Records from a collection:
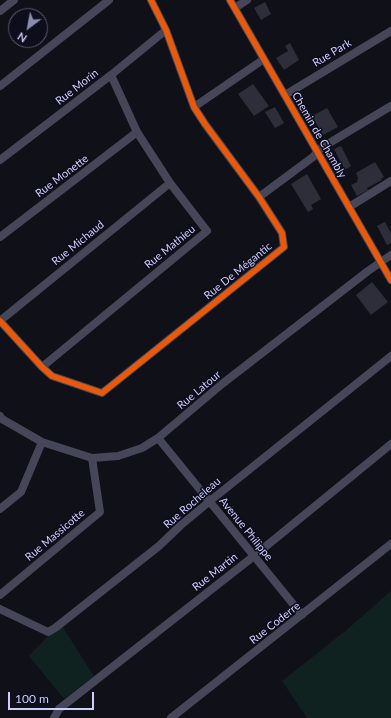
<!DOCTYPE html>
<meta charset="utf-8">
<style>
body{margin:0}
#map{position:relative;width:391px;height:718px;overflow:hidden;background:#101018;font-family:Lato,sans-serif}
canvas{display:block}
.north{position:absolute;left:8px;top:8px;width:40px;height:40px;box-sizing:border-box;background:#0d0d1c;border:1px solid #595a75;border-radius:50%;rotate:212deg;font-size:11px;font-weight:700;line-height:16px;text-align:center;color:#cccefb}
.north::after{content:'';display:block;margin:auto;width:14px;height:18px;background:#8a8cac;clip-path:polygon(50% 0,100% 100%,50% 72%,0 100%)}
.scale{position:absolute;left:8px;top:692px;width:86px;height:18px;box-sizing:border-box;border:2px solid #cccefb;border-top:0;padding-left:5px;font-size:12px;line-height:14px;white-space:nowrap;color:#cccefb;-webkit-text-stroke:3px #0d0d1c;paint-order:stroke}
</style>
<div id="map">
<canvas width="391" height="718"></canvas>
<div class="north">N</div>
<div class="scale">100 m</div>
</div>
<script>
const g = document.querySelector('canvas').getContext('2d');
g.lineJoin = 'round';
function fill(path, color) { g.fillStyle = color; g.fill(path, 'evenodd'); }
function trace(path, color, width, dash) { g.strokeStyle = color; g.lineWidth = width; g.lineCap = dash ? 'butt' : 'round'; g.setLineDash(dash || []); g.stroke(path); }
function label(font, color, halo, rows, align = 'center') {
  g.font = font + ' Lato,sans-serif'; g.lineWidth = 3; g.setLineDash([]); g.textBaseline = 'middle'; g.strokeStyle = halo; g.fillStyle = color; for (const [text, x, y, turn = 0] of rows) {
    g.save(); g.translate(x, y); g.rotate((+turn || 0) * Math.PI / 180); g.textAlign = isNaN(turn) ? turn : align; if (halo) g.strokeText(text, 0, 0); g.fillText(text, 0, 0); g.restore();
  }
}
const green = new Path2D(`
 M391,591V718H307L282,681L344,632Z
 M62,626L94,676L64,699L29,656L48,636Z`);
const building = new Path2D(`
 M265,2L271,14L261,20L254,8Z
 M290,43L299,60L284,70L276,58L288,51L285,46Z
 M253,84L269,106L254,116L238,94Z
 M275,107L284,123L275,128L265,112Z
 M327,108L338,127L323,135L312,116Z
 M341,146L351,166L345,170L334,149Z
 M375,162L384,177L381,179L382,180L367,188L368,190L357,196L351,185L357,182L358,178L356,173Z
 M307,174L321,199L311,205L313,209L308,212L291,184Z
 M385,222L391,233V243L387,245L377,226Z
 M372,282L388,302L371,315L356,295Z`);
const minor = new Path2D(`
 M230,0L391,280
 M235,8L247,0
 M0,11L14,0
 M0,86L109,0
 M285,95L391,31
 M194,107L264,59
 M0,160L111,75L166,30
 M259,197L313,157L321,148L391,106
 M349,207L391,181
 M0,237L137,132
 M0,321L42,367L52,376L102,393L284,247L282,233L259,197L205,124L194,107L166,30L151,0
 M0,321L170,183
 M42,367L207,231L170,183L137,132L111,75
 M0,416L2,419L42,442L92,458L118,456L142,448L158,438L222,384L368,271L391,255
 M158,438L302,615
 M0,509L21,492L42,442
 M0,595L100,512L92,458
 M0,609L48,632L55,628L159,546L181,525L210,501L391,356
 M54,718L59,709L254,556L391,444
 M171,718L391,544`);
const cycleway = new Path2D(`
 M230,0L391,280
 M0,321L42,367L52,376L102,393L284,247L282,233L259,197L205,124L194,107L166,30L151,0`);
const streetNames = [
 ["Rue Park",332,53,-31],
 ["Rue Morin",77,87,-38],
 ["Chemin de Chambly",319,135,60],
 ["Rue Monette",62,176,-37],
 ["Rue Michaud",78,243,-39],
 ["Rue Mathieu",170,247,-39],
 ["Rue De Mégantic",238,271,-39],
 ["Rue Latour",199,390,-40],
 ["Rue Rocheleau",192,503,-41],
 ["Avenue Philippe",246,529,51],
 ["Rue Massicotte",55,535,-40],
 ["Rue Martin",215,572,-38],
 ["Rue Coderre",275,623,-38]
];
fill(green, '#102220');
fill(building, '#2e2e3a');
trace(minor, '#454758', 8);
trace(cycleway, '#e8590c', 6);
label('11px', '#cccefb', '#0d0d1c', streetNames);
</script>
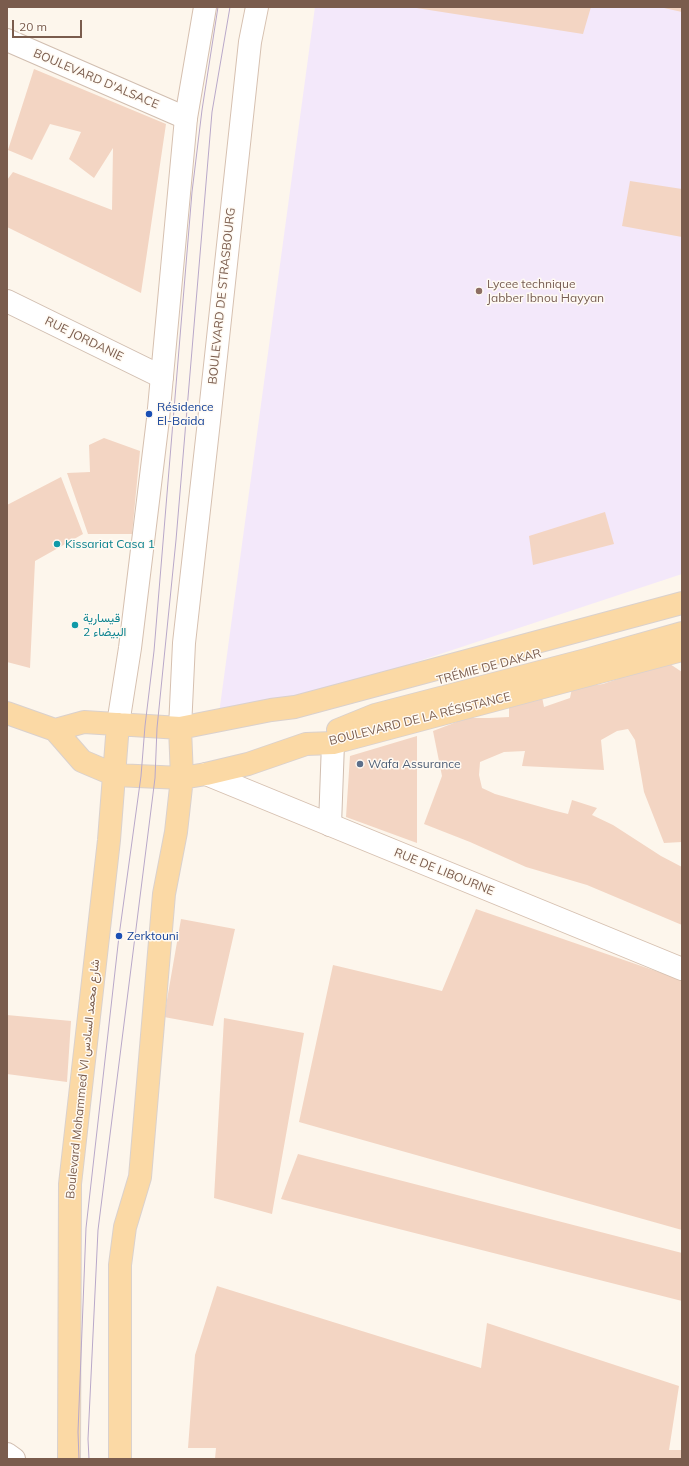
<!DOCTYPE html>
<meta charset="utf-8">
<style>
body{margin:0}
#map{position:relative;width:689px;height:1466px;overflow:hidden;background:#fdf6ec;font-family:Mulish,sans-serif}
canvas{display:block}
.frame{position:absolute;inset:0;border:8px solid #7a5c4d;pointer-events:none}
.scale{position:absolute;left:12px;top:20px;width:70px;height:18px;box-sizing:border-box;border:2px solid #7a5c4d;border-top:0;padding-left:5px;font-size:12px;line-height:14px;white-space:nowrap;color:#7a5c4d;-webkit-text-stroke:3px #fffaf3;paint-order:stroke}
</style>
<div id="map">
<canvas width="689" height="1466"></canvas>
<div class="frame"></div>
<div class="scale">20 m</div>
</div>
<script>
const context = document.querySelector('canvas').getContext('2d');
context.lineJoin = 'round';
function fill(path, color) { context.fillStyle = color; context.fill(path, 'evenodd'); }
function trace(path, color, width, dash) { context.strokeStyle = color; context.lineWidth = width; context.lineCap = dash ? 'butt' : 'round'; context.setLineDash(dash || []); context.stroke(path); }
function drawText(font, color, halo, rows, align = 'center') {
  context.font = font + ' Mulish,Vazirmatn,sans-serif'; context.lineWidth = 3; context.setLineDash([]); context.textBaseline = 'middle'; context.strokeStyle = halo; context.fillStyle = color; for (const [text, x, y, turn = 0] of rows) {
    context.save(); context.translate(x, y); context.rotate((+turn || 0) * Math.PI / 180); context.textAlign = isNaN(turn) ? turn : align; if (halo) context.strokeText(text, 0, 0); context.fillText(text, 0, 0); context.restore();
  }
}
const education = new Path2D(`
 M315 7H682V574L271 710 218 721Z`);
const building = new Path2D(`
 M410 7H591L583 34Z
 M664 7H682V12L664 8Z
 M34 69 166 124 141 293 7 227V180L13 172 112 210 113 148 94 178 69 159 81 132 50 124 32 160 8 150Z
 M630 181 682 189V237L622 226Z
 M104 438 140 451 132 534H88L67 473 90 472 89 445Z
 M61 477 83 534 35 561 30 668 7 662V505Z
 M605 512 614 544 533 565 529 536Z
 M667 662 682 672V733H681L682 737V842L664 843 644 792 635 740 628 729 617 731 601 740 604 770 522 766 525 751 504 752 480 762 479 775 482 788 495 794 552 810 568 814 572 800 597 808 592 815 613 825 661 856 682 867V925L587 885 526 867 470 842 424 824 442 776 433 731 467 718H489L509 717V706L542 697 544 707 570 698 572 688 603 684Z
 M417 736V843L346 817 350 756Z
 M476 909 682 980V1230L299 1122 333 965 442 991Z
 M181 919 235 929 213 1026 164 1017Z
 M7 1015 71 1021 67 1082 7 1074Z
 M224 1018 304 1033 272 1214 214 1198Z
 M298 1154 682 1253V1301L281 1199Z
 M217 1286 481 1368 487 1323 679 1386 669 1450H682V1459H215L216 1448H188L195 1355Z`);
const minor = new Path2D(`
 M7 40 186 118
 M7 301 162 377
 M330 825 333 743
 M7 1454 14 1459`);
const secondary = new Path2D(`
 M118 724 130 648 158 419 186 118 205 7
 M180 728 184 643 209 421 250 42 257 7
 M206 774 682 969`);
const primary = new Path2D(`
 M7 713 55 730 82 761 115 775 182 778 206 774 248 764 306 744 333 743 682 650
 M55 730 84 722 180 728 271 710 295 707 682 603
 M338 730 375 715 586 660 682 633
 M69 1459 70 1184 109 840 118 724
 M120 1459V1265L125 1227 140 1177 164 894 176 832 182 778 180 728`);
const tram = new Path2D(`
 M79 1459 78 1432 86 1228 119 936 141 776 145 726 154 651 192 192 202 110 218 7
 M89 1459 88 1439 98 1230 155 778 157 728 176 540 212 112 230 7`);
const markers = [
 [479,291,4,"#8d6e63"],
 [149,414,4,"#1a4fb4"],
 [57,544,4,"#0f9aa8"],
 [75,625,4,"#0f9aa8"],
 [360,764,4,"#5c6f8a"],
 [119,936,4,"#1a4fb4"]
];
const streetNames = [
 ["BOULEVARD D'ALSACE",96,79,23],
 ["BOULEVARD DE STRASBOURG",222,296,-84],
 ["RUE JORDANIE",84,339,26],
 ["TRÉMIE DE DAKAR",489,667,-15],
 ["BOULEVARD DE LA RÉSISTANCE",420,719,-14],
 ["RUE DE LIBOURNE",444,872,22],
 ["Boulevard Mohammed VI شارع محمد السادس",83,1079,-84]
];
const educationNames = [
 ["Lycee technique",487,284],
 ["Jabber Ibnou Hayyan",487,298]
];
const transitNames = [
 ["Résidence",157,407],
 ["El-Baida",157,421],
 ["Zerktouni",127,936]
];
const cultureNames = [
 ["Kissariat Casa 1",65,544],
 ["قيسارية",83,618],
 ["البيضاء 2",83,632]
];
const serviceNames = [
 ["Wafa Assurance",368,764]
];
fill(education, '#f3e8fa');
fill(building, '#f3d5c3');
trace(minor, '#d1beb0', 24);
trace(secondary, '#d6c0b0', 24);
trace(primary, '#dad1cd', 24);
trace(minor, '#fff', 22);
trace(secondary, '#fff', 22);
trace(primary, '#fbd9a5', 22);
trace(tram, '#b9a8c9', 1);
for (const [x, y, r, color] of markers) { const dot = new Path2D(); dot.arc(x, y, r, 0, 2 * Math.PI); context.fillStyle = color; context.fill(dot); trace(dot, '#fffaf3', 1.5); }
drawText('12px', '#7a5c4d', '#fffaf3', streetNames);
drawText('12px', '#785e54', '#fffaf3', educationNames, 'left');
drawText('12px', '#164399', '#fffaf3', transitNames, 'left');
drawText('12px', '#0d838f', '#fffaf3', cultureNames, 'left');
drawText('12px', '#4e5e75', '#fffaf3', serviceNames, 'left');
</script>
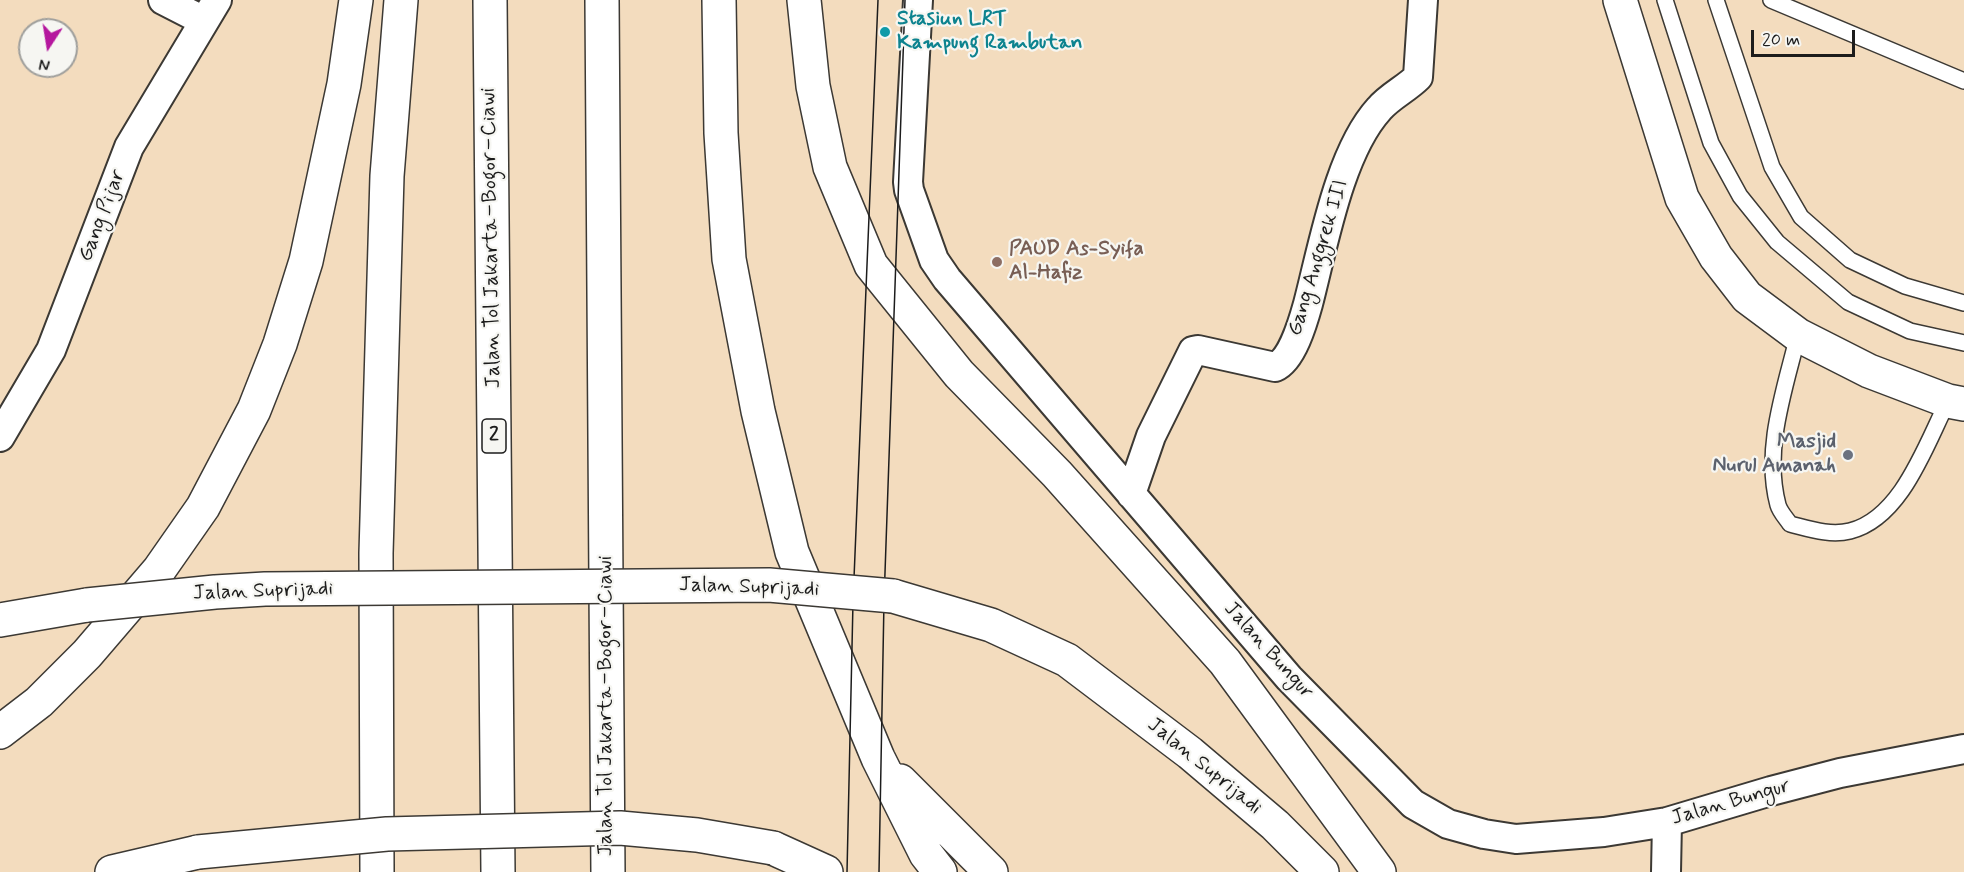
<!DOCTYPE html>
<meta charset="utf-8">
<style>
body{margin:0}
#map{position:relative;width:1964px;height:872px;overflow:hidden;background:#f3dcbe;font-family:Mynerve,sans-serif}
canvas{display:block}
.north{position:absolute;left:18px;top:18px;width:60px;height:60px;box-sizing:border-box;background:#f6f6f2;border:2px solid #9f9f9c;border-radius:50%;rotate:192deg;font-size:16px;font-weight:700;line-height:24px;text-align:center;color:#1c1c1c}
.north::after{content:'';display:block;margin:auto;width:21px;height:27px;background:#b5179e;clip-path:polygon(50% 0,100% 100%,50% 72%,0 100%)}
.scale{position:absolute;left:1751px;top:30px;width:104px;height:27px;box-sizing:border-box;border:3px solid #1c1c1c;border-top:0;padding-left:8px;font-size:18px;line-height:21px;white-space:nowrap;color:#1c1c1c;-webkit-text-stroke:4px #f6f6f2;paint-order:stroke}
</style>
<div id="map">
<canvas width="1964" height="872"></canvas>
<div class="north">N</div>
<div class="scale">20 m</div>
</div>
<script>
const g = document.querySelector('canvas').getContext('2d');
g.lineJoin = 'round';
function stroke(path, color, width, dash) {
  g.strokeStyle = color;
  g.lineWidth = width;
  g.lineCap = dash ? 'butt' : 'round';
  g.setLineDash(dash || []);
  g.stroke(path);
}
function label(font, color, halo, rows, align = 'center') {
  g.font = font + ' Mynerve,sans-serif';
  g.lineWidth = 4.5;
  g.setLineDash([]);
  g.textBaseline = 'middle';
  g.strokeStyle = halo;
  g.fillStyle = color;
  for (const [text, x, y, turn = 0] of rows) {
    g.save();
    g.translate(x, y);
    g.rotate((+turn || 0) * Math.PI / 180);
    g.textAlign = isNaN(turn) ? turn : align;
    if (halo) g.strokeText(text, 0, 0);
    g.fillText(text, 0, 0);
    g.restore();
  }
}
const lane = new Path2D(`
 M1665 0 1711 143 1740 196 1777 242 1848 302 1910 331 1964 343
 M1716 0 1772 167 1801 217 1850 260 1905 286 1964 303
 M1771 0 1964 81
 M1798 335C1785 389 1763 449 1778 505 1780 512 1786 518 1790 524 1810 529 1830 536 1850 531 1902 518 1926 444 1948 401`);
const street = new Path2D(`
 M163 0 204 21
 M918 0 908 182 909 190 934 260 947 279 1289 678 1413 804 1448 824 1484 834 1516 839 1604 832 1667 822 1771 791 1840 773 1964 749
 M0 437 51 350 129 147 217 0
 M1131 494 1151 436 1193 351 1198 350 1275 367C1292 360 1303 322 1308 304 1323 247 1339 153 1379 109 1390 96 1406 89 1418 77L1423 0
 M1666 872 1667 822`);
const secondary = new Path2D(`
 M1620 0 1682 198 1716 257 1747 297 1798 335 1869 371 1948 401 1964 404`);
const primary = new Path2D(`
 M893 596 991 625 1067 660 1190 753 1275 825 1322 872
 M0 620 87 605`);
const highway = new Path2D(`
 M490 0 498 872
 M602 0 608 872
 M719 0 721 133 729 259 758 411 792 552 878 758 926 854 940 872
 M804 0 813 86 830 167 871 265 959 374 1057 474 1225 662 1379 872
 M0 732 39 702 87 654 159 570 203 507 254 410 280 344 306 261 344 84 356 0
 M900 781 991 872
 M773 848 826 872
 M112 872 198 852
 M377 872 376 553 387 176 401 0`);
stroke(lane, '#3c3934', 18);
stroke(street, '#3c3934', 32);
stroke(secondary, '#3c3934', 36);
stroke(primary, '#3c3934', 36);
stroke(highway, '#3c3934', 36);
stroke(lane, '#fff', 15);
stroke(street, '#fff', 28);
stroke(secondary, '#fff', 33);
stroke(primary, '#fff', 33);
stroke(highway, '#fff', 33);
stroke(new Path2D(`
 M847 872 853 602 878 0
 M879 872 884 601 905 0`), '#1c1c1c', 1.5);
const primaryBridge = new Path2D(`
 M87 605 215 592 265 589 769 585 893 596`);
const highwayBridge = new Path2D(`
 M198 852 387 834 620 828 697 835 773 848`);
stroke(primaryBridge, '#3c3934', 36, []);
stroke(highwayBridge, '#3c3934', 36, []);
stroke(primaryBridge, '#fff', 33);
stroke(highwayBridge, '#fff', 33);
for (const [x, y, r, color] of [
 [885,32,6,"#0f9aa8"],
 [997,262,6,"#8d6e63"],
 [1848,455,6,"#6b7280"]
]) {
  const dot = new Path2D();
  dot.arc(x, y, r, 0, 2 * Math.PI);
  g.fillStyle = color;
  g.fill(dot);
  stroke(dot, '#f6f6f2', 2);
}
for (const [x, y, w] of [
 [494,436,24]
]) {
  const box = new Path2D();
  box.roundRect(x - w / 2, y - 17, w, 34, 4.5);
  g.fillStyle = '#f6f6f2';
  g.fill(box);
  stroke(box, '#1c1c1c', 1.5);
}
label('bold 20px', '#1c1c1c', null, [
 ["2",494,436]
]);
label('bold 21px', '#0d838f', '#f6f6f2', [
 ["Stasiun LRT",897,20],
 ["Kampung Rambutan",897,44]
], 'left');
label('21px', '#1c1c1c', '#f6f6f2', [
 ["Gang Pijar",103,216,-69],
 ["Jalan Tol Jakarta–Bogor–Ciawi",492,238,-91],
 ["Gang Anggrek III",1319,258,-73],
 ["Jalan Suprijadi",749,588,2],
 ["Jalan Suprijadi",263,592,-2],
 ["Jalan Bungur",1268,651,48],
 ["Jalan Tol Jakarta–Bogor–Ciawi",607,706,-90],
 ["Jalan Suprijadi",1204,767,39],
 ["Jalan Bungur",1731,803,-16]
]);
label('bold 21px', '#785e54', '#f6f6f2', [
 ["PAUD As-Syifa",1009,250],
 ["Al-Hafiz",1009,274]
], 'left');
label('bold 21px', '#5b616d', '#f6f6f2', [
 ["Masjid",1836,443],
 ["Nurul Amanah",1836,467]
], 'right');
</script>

EXERCISE:
The output should be exactly the lines above from the line containing "context.strokeStyle = color;" to the line containing "function drawText(font, color, halo, rows, align", inclusive, with no other lines.

RESULT:
function trace(path, color, width, dash) { context.strokeStyle = color; context.lineWidth = width; context.lineCap = dash ? 'butt' : 'round'; context.setLineDash(dash || []); context.stroke(path); }
function drawText(font, color, halo, rows, align = 'center') {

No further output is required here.